Preliminary data from the MAIC were presented by Dr. Katie Kelley, Associate Professor of Clinical Medicine, Department of Medicine (Hematology/Oncology) at the University of California, San Francisco, and lead investigator of this analysis, at the 13th Annual Conference of the International Liver Cancer Association (ILCA 2019) in September 2019.2
The MAIC examined data from the Phase III CELESTIAL and RESORCE trials and concluded that in the 2L CELESTIAL sub-population who had received sorafenib as the only prior systemic therapy, median progression-free survival (PFS) with Cabometyx® was significantly longer, with an additional 2.5 months provided vs. regorafenib (5.6 months [95% confidence interval (CI): 4.9-7.3] vs. 3.1 months [95% CI: 2.8-4.2], p=0.0005). Overall survival (OS) was numerically longer with cabozantinib, with a median OS of almost 1 year (11.4 months vs. 10.6 months), though statistical significance was not met.1
In the previously published randomized, double-blind, Phase III CELESTIAL trial evaluating Cabometyx® compared with placebo in previously treated patients with aHCC, in the overall CELESTIAL intent-to-treat population (n=707), Cabometyx® significantly improved median PFS, with an additional 3.3 months provided versus placebo (5.2 months vs. 1.9 months [hazard ratio (HR) 0.44, 95% CI: 0.36-0.52], p<0.0001), and median OS was numerically longer with cabozantinib, with an additional 2.2 months versus placebo (10.2 months vs. 8.0 months [HR 0.76, 95% CI: 0.63-0.92], p=0.0049).3
“Hepatocellular carcinoma is a devastating disease with only a few treatment options available to improve survival for patients with advanced disease, though we have seen significant progress with multiple new treatments demonstrating efficacy in the past few years,” said Dr. Kelley. “This MAIC analysis brings further insight into the comparative effectiveness of the key new second-line treatments for advanced hepatocellular carcinoma, particularly in relation to important endpoints like progression-free survival. The results published today may help clinicians in making informed treatment decisions for their patients.”
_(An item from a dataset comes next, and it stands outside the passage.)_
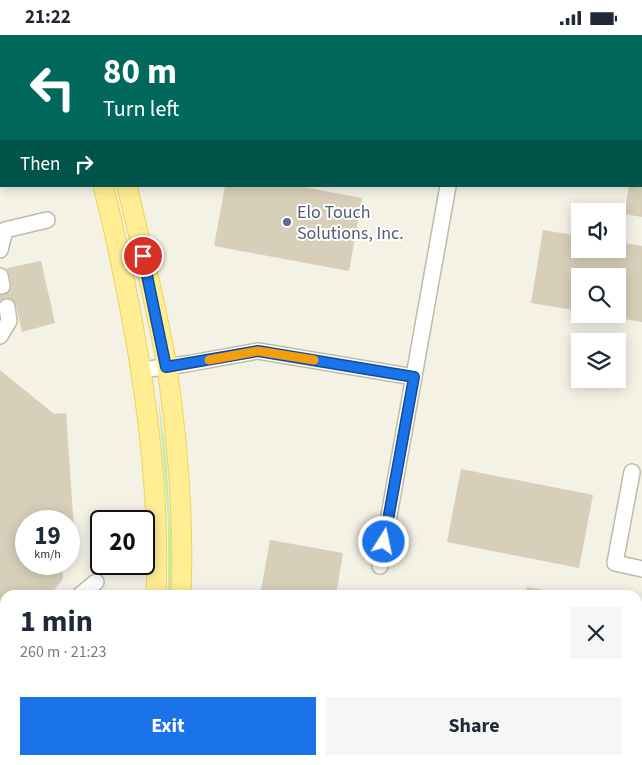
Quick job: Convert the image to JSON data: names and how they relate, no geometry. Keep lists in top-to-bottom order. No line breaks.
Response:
{"places":["Elo Touch Solutions, Inc."],"page":{"status":"21:22","turn":["80 m","Turn left"],"then":"Then","speed":"19 km/h","limit":"20","heading":["1 min","260 m · 21:23"],"buttons":["Exit","Share"]}}
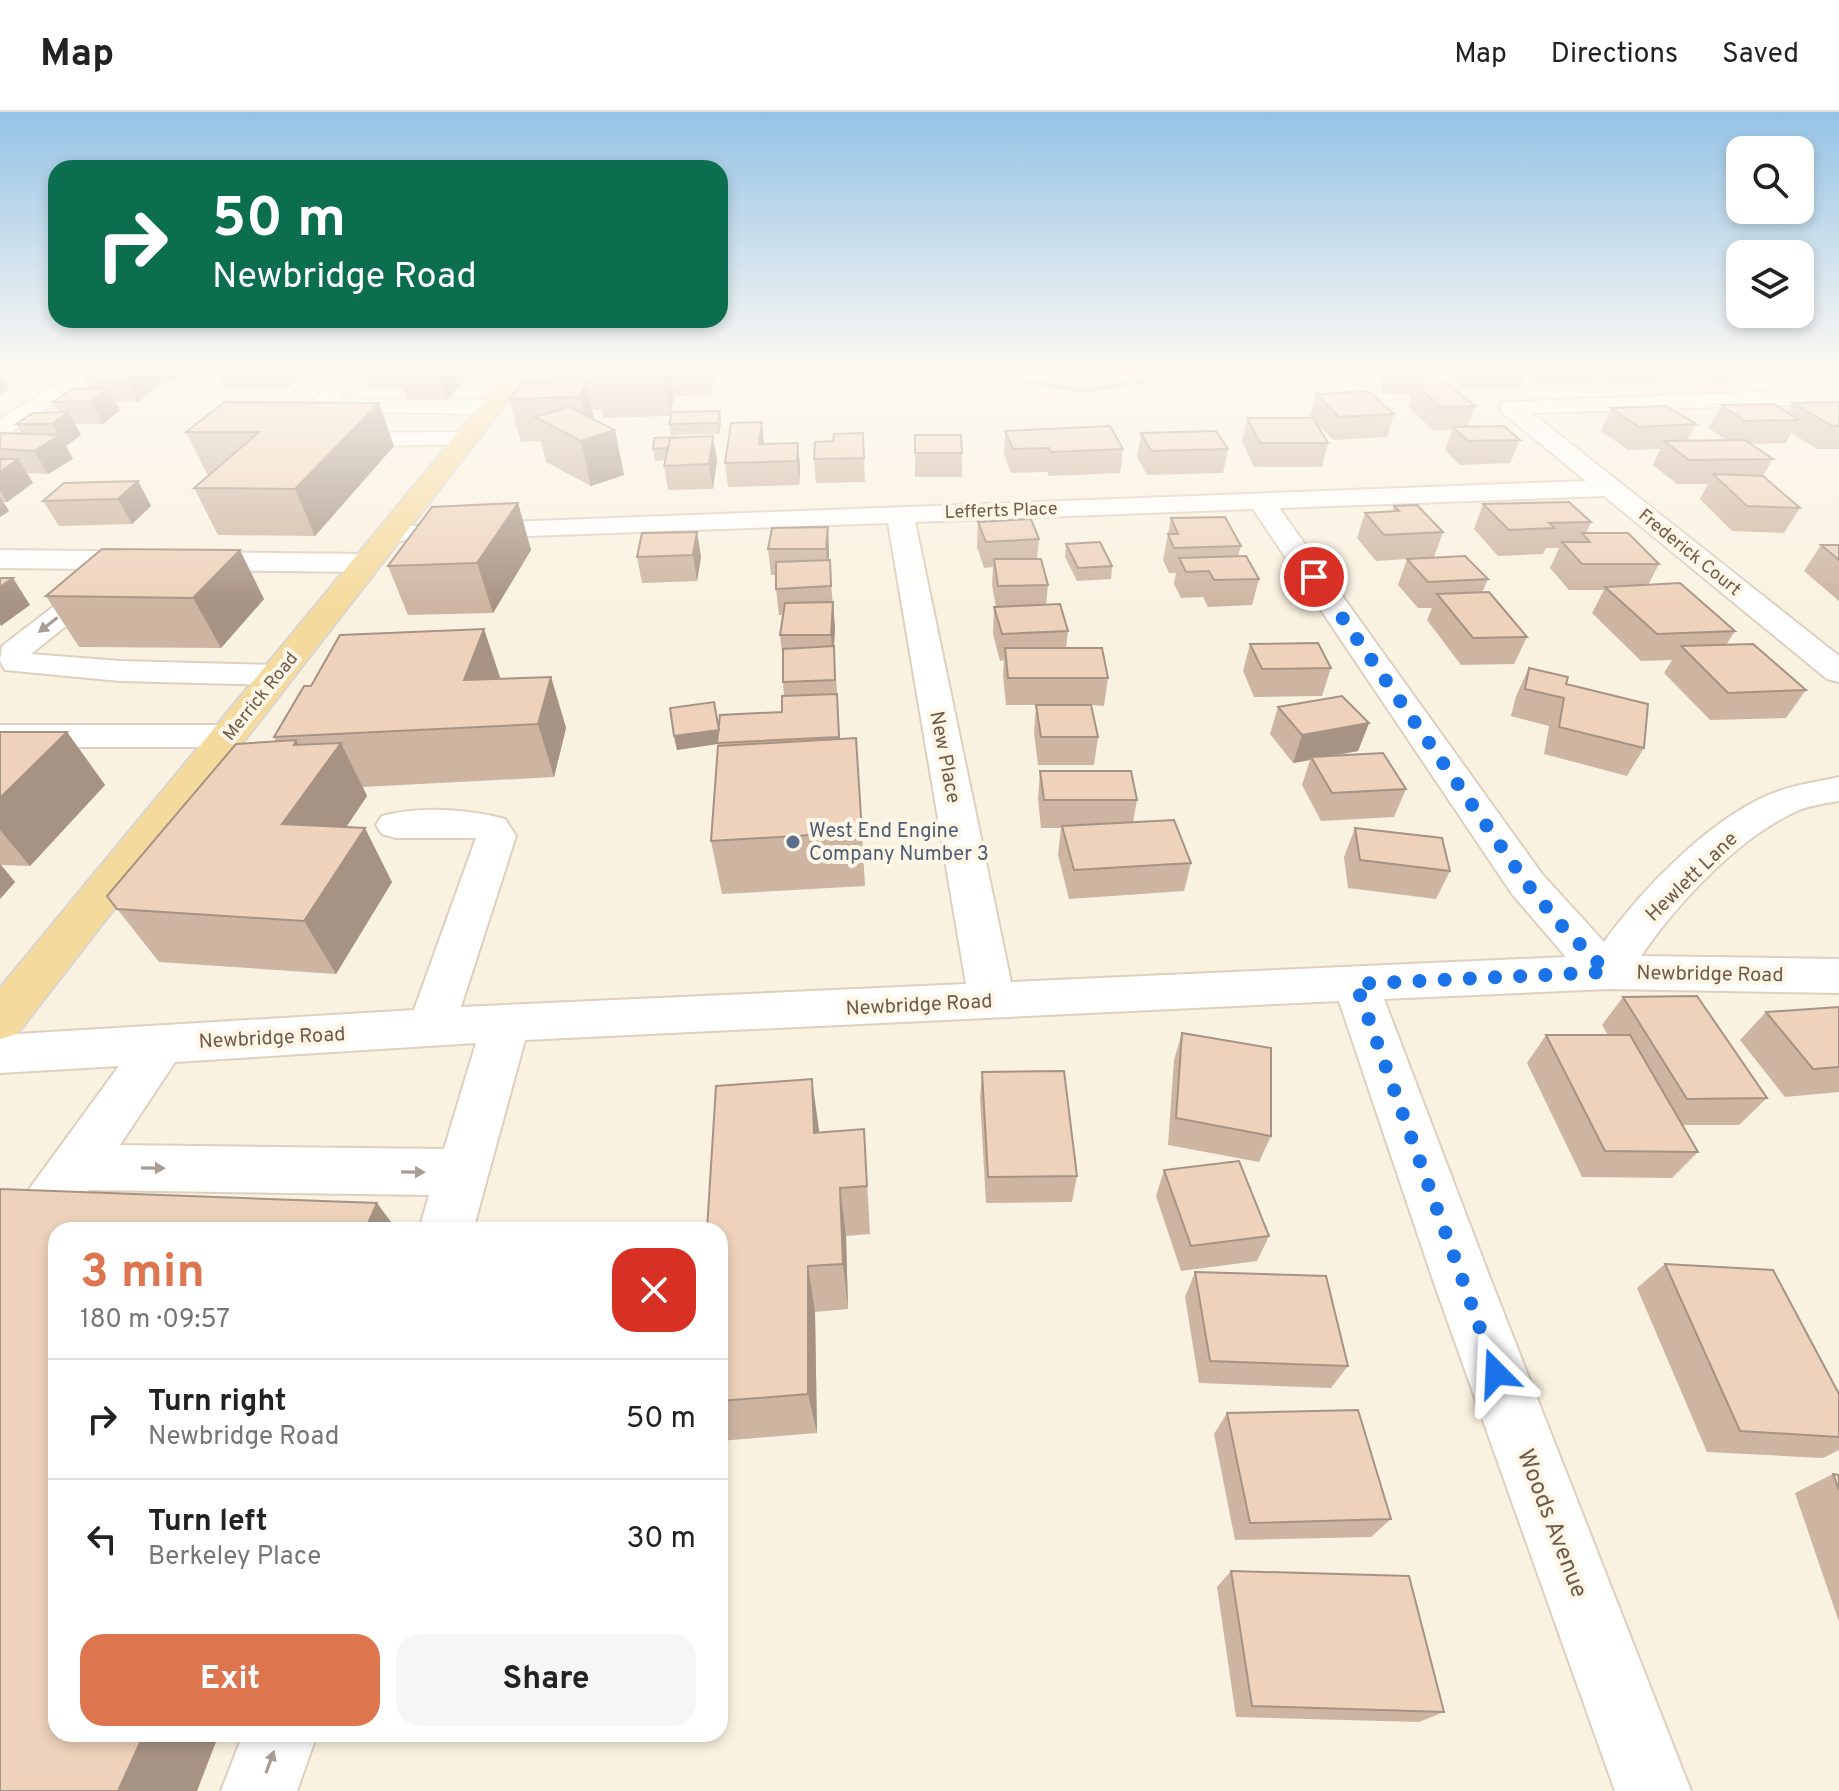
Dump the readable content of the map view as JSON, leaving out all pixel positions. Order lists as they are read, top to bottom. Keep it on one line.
{"streets":{"main road":["Merrick Road"],"street":["Lefferts Place","Frederick Court","New Place","Hewlett Lane","Newbridge Road","Woods Avenue"]},"crossings":[["Lefferts Place","Frederick Court"],["Lefferts Place","Merrick Road"],["Lefferts Place","New Place"],["New Place","Newbridge Road"],["Hewlett Lane","Newbridge Road"],["Newbridge Road","Woods Avenue"]],"places":["West End Engine Company Number 3"],"page":{"header":"Map","nav":["Map","Directions","Saved"],"turn":["50 m","Newbridge Road"],"heading":["3 min","180 m · 09:57"],"list":[{"name":"Turn right","note":"Newbridge Road","value":"50 m"},{"name":"Turn left","note":"Berkeley Place","value":"30 m"}],"buttons":["Exit","Share"]}}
Grade 3/4 adverse events (AEs) affecting more than 5% of patients were similar for the two studies, except for diarrhea, which was significantly lower with regorafenib (p<0.001).1
MAICs are a way of providing a timely comparison of the effectiveness of different medical interventions in the absence of head-to-head randomized trials.4 While indirect comparisons of treatments across separate studies can be performed, these analyses may be biased by cross-trial differences in patient populations, sensitivity to modeling assumptions, and differences in the definitions of outcome measures.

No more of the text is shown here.